You Can’t Hurry Love — Portia MacIntosh (2017)
Sequel to Bad Bridesmaid. Sequels to romances are tricky, because the romance reader contract requires that the characters are happy ever after at the end, and if you undermine that it’s bad, and if they’re happy ever after, how do you have a plot? This is a story of Mia Valentine, who changed her life so she could be with her true love, but she did actually like her life and she misses it, and she does want to be with him forever but she doesn’t want to have a big fancy wedding…so essentially there are misunderstandings to do with her career and wedding, but they never really question each other’s love.
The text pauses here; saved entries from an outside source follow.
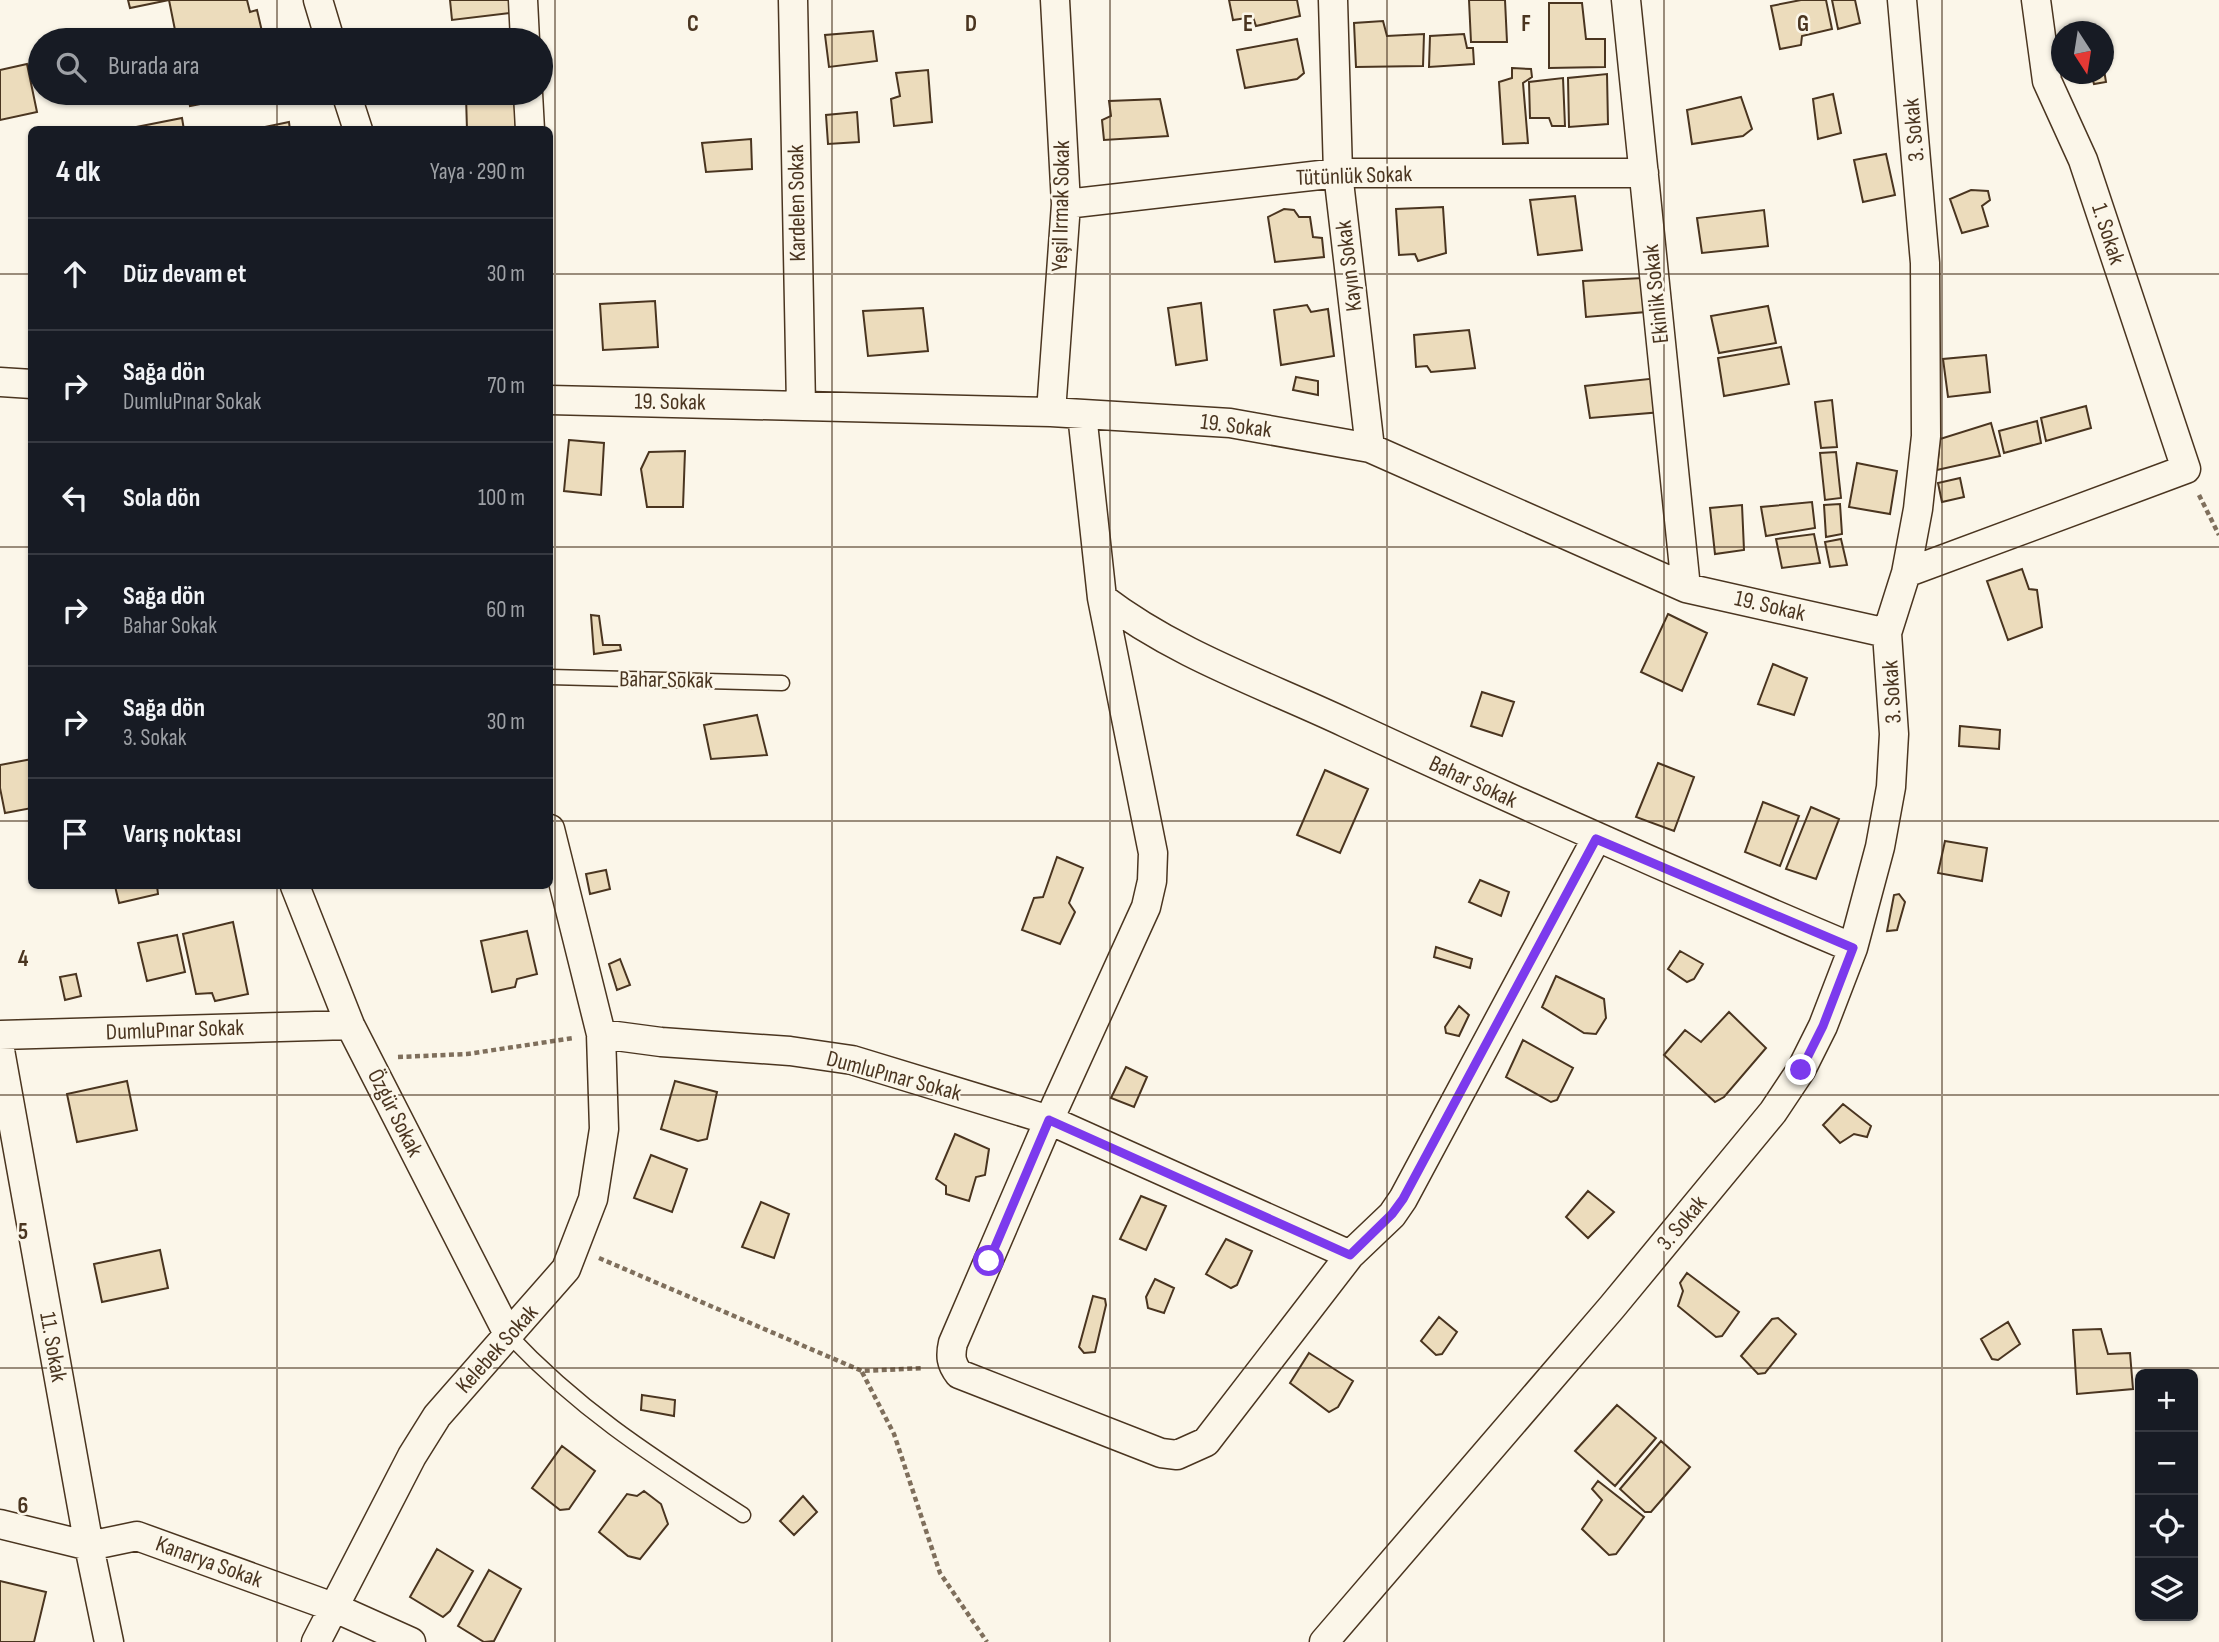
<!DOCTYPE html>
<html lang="tr">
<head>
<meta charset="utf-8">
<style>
	:root { --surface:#171b24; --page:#242831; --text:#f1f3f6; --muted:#9ea1a6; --line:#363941 }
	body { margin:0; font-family:"Sofia Sans Condensed",sans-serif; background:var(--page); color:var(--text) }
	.controls { position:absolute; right:21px; bottom:21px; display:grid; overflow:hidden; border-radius:10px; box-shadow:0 2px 5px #0004 }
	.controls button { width:63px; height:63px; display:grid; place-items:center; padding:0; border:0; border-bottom:2px solid var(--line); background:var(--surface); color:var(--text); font:35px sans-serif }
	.compass { position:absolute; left:2051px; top:21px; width:63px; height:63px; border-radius:50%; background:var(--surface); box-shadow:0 2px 5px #0004; rotate:168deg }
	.stop { position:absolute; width:21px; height:21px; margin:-16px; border:5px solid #7c3aed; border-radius:50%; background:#fff }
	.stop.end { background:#7c3aed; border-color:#fff; box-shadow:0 2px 7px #0008 }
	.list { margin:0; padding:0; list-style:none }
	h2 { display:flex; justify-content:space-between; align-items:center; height:91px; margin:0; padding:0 28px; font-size:30px }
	h2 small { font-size:23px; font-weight:400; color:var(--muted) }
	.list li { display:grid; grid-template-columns:46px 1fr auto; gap:21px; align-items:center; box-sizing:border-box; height:112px; padding:0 28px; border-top:2px solid var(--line) }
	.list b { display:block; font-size:26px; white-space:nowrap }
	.list p { margin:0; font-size:23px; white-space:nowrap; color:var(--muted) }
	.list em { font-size:23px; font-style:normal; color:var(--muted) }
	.icon { flex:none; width:38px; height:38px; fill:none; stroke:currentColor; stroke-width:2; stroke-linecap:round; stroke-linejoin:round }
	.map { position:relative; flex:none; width:2219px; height:1642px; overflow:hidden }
	.search { position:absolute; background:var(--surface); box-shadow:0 2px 5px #0004; left:28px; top:28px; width:525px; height:77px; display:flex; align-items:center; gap:18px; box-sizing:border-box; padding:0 24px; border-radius:38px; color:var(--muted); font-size:26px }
	.panel { position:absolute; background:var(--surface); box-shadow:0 2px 5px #0004; left:28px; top:126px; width:525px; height:763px; border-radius:10px }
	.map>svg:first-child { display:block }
	.building { fill:#ecdcbc; stroke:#4a3520; stroke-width:2 }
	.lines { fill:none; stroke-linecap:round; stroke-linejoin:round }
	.lane-casing { stroke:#4a3520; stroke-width:17 }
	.street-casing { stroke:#4a3520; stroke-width:31 }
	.path { stroke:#7f6f5c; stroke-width:4.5; stroke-dasharray:5 3.5; stroke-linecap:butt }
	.lane { stroke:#fbf6e9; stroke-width:14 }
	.street { stroke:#fbf6e9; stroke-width:28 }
	.route { stroke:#7c3aed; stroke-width:9 }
	.grid { fill:none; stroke:#4a3520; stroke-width:2; stroke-opacity:0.55 }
	.labels { text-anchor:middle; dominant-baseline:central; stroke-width:5; stroke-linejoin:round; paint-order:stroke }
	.street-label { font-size:23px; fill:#4a3520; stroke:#fbf6e9 }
	.grid-label { font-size:23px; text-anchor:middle; font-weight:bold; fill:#4a3520; stroke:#fbf6e9; stroke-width:5; stroke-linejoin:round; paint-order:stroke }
</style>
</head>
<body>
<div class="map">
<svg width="2219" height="1642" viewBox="0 0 2219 1642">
	<rect width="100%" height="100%" fill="#fbf6e9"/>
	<path class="building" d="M128 0H247L250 12 257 10 264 40H177L169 0 130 8Z
		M450 0H509L510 13 452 20Z
		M1229 0H1297L1300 16 1256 26 1253 17 1233 20Z
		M1469 0H1505L1507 42H1471Z
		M1801 0H1826L1832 29 1802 36 1801 45 1780 49 1771 6Z
		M1832 0H1855L1860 23 1838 29Z
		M1549 3H1582L1586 39H1605V67L1549 68Z
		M1383 21 1387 36 1424 34 1423 66 1356 67 1354 23Z
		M873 31 877 61 829 67 825 35Z
		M1464 34 1467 48H1473L1474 64 1429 67 1430 36Z
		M1297 39 1304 73 1297 79 1245 88 1237 50Z
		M27 64 37 112 0 120V70Z
		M1512 68 1531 69 1532 77 1523 83 1528 143 1503 144 1499 82 1512 78Z
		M928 70 932 122 894 126 891 99 900 96 896 73Z
		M2104 70 2106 82 2094 84 2091 74H2104Z
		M1607 74 1608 124 1569 127 1568 78Z
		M1563 78 1565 126H1552L1549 118H1530L1529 82Z
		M187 93H255L190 106Z
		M514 93 516 130H467L466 96Z
		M1833 94 1841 133 1818 139 1813 99Z
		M1741 97 1752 129 1743 136 1692 144 1687 110Z
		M1160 99 1168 136 1104 140 1102 120 1111 116 1109 101Z
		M857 112 859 142 828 144 826 115Z
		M182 118 184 130H121Z
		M289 122 290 130H250Z
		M751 139 752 169 706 172 702 143Z
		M1886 154 1895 195 1863 202 1854 160Z
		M1971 190 1988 191 1990 200 1982 206 1988 226 1962 233 1950 199Z
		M1575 196 1582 250 1538 255 1530 200Z
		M1443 207 1446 253 1418 261 1415 254 1399 255 1396 209Z
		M1284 209 1294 210 1299 217H1310L1313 237 1322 238 1324 257 1275 262 1268 217Z
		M1764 210 1768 246 1702 253 1697 218Z
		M1643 278 1646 312 1586 317 1583 281Z
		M655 301 658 347 603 350 600 304Z
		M1201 303 1207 360 1176 365 1168 308Z
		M1307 305 1311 312 1328 309 1334 356 1281 365 1274 310Z
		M1768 306 1776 343 1719 353 1711 316Z
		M923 308 928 351 868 356 863 311Z
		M1469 330 1475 368 1431 372 1427 366 1416 367 1414 335Z
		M1781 347 1789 384 1724 396 1718 358Z
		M1986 355 1990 392 1948 397 1943 359Z
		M1296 377 1318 381V395L1293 390Z
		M1658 378 1662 412 1590 418 1585 386Z
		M1832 400 1837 447 1821 448 1815 402Z
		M2086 406 2091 428 2046 441 2041 418Z
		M2037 421 2041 443 2004 453 1999 431Z
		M1991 423 2000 456 1937 470 1940 439Z
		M569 440 604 443 601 495 564 491Z
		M685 451 683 507H647L641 469 649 452Z
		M1836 452 1841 498 1825 500 1820 453Z
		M1857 463 1897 471 1890 514 1849 507Z
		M1960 478 1964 497 1942 502 1938 483Z
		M1812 502 1815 528 1766 536 1761 507Z
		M1840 504 1842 534 1826 537 1824 505Z
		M1742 505 1744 550 1715 554 1710 508Z
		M1814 534 1820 563 1782 568 1776 539Z
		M1841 539 1847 565 1830 567 1825 542Z
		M2022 569 2029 589 2037 590 2042 627 2008 640 1987 581Z
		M1668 614 1707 633 1682 691 1641 672Z
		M591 615 599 616 603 645H620L621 650 594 654Z
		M1773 664 1807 678 1794 715 1758 704Z
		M1482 692 1514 702 1502 736 1471 726Z
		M757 715 767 755 711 759 704 725Z
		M1960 726 2000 730 1999 749 1959 746Z
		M32 759V808L5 813 0 788V765Z
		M1658 763 1694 777 1674 831 1636 817Z
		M1325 770 1368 789 1340 853 1297 835Z
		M1763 802 1799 816 1780 866 1745 852Z
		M1811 807 1839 819 1816 879 1786 869Z
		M1945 841 1987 848 1982 881 1938 873Z
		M1057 857 1083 868 1069 903 1075 912 1060 944 1022 930 1034 898 1043 897Z
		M606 870 610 889 590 894 586 874Z
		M1480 880 1509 892 1501 916 1469 902Z
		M115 886H157L158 894 119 903Z
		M1899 894 1905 902 1897 930 1887 931 1894 895Z
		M233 922 248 994 215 1001 212 993 196 994 183 934Z
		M527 931 537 974 517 979 515 987 492 992 481 941Z
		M177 935 185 972 147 981 138 943Z
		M1436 947 1472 959 1470 968 1434 957Z
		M1680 951 1703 964 1694 979 1687 982 1668 969Z
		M620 959 630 985 617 990 609 964Z
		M76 974 81 996 65 1000 60 977Z
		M1556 976 1604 999 1606 1018 1596 1034 1584 1033 1542 1007Z
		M1459 1006 1469 1015 1459 1036 1446 1033 1445 1027Z
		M1729 1012 1766 1048 1724 1097 1715 1102 1664 1055 1685 1030 1701 1042Z
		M1523 1040 1573 1068 1557 1100 1551 1102 1506 1077Z
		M1126 1067 1147 1077 1134 1107 1111 1098Z
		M127 1081 137 1130 77 1142 67 1094Z
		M675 1081 717 1092 707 1139 698 1141 661 1129Z
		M1843 1104 1871 1126 1867 1137 1854 1134 1840 1143 1823 1125Z
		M955 1134 989 1149 985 1175 976 1177 969 1201 946 1194V1186L936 1179Z
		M651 1155 687 1169 672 1212 634 1198Z
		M1588 1191 1614 1212 1588 1238 1566 1217Z
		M1141 1196 1166 1206 1146 1250 1120 1239Z
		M761 1202 789 1214 774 1258 742 1247Z
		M1226 1239 1252 1251 1237 1285 1231 1288 1206 1274Z
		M160 1250 168 1288 102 1302 94 1264Z
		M1687 1273 1739 1312 1722 1336 1716 1337 1678 1306 1683 1291 1680 1283Z
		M1155 1279 1174 1288 1164 1313 1148 1308 1146 1297Z
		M1093 1296 1105 1299 1106 1305 1095 1352 1084 1353 1079 1347Z
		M1439 1317 1457 1332 1442 1354 1436 1355 1421 1341Z
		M1778 1318 1796 1334 1765 1373 1758 1374 1741 1356 1772 1319Z
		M2008 1322 2020 1344 1998 1360 1992 1359 1981 1339Z
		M2101 1329 2108 1354 2130 1353 2133 1389 2077 1394 2073 1330Z
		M1309 1353 1353 1381 1338 1407 1329 1412 1290 1383Z
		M642 1395 675 1400 674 1416 641 1410Z
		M1617 1405 1656 1438 1615 1486 1575 1451Z
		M1661 1441 1690 1467 1651 1512H1645L1620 1489Z
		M562 1446 595 1471 569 1509 560 1510 532 1488Z
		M1598 1481 1644 1517 1616 1554 1609 1555 1582 1529 1602 1500 1592 1489Z
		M644 1491 661 1504 668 1524 640 1559 628 1556 599 1532 627 1494 637 1496Z
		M803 1496 817 1512 794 1535 780 1521Z
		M437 1549 473 1571 450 1611 443 1617 410 1597Z
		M489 1570 521 1589 494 1641 484 1642 458 1626Z
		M0 1581 46 1592 34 1642H0Z"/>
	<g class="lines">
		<g class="lane-casing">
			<path id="lane" d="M550 677 782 683
				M508 1334C581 1412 655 1458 743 1515"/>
		</g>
		<g class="street-casing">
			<path id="street" d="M318 0 330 40
				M523 0 525 40
				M793 0 801 406
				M1333 0 1338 173 1370 448
				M1626 0 1686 588
				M346 93 358 130
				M528 93 530 130
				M1066 204 1338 173H1644
				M0 382 32 384
				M550 400 1051 412 1230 423 1370 448 1686 588 1887 633
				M1051 412 1066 204 1055 0
				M1082 414 1102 598 1153 853 1152 881 1146 907 1049 1120 953 1343C950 1356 951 1364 959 1374L1161 1453 1177 1455 1206 1442 1350 1255 1392 1215 1403 1199 1596 839
				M1906 573 2186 469 2083 160 2047 81 2036 0
				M1102 598C1175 654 1263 684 1346 723 1514 801 1683 876 1853 948
				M295 886 350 1025 508 1334
				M601 1034 661 1042 790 1051 852 1060 1049 1120 1350 1255
				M0 1035 350 1025
				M0 1050 89 1546 109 1642
				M0 1524 89 1546 137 1536 333 1607 411 1642
				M316 1642 412 1456 437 1416 566 1269 593 1199 604 1129 601 1034 550 829
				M1324 1642 1612 1307 1773 1112 1801 1070 1823 1026 1853 948 1880 847 1891 787 1894 734 1887 633 1906 573 1918 509 1926 436 1925 263 1902 0"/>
		</g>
		<path class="path" d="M2199 495 2219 535
			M398 1057 467 1054 574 1038
			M599 1258 862 1371 924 1368
			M862 1372 894 1434 940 1573 987 1642"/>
		<use href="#lane" class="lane"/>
		<use href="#street" class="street"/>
	</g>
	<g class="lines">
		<path class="route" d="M989 1261 1049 1120 1350 1255 1392 1214 1403 1199 1596 839 1853 948 1823 1026 1801 1070"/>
	</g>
	<path class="grid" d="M277 0V40M555 0V1642M832 0V1642M1110 0V1642M1387 0V1642M1664 0V1642M1942 0V1642M277 93V130M0 274H32M550 274H2219M0 547H32M550 547H2219M0 821H32M550 821H2219M277 886V1642M0 1095H2219M0 1368H2219"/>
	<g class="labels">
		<g class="street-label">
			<text transform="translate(1914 130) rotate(-95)">3. Sokak</text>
			<text transform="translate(1354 176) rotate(-2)">Tütünlük Sokak</text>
			<text transform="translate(797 203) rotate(-91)">Kardelen Sokak</text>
			<text transform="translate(1061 206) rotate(-89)">Yeşil Irmak Sokak</text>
			<text transform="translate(2108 234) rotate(72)">1. Sokak</text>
			<text transform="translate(1349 266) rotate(-97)">Kayın Sokak</text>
			<text transform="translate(1656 294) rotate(-96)">Ekinlik Sokak</text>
			<text transform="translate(670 402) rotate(1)">19. Sokak</text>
			<text transform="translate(1236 426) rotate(7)">19. Sokak</text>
			<text transform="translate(1770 606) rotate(13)">19. Sokak</text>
			<text transform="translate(666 680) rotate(1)">Bahar Sokak</text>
			<text transform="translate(1892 692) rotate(-93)">3. Sokak</text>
			<text transform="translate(1473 782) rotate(25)">Bahar Sokak</text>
			<text transform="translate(175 1030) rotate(-2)">DumluPınar Sokak</text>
			<text transform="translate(894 1076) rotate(15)">DumluPınar Sokak</text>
			<text transform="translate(395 1113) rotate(63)">Özgür Sokak</text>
			<text transform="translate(1682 1223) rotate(-50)">3. Sokak</text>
			<text transform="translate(53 1347) rotate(80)">11. Sokak</text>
			<text transform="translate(497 1349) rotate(-48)">Kelebek Sokak</text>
			<text transform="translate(209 1562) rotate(20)">Kanarya Sokak</text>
		</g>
	</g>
	<g class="grid-label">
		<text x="693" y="31">C</text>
		<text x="971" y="31">D</text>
		<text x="1248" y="31">E</text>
		<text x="1526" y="31">F</text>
		<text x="1803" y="31">G</text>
		<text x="23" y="966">4</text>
		<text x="23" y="1239">5</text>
		<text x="23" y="1513">6</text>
	</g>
</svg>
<div class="controls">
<button>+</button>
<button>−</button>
<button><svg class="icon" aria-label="locate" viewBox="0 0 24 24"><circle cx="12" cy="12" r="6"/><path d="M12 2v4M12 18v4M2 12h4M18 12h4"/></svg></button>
<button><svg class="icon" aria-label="layers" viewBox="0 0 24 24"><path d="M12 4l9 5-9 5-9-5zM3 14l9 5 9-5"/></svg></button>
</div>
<svg class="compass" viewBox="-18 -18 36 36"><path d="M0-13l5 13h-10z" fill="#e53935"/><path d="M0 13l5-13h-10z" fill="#9ea1a6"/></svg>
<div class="stop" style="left:989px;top:1261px"></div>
<div class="stop end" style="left:1801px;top:1070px"></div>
<div class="search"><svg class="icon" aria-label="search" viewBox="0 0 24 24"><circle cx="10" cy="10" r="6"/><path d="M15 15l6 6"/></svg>Burada ara</div>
<section class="panel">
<h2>4 dk<small>Yaya · 290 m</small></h2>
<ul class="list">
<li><svg class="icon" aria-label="ahead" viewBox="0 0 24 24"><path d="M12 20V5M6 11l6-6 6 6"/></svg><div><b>Düz devam et</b></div><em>30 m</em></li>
<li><svg class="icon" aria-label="right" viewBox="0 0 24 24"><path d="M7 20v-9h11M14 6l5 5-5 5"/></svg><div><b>Sağa dön</b><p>DumluPınar Sokak</p></div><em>70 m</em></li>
<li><svg class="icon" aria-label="left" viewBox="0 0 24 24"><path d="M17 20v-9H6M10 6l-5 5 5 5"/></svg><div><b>Sola dön</b></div><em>100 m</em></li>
<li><svg class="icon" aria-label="right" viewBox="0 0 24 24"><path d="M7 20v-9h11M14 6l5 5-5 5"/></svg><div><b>Sağa dön</b><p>Bahar Sokak</p></div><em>60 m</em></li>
<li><svg class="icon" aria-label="right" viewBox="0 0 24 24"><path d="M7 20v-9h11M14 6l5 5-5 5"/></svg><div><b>Sağa dön</b><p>3. Sokak</p></div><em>30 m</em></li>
<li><svg class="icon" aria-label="arrive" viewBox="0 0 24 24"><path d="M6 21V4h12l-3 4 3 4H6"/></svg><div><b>Varış noktası</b></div></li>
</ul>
</section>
</div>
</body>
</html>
It almost works, and it is funny.
Two Years Before the Mast — Richard Henry Dana Jr (1840)
Re-read. Terrific memoir of a trip Dana took as a Harvard dropout on a sailing ship from Boston to California (then part of Mexico) around Cape Horn, as a common sailor. The details of the sailing of the ship and the working conditions, along with Dana’s own nineteenth-century point of view, are fascinating, and so is the account of the industry of California—hide curing—and all the detail of how he lives on the beach and gets picked up again by the ship, and how he’s worried about staying too long and not being able to get back to being anything but a sailor. There are also some very dramatic storms off Cape Horn. It’s also notable that when the Gold Rush happened a few years later this was the only book about California, so everyone read it, and his description of what a great location San Francisco would be for a city is one of the reasons it’s a city.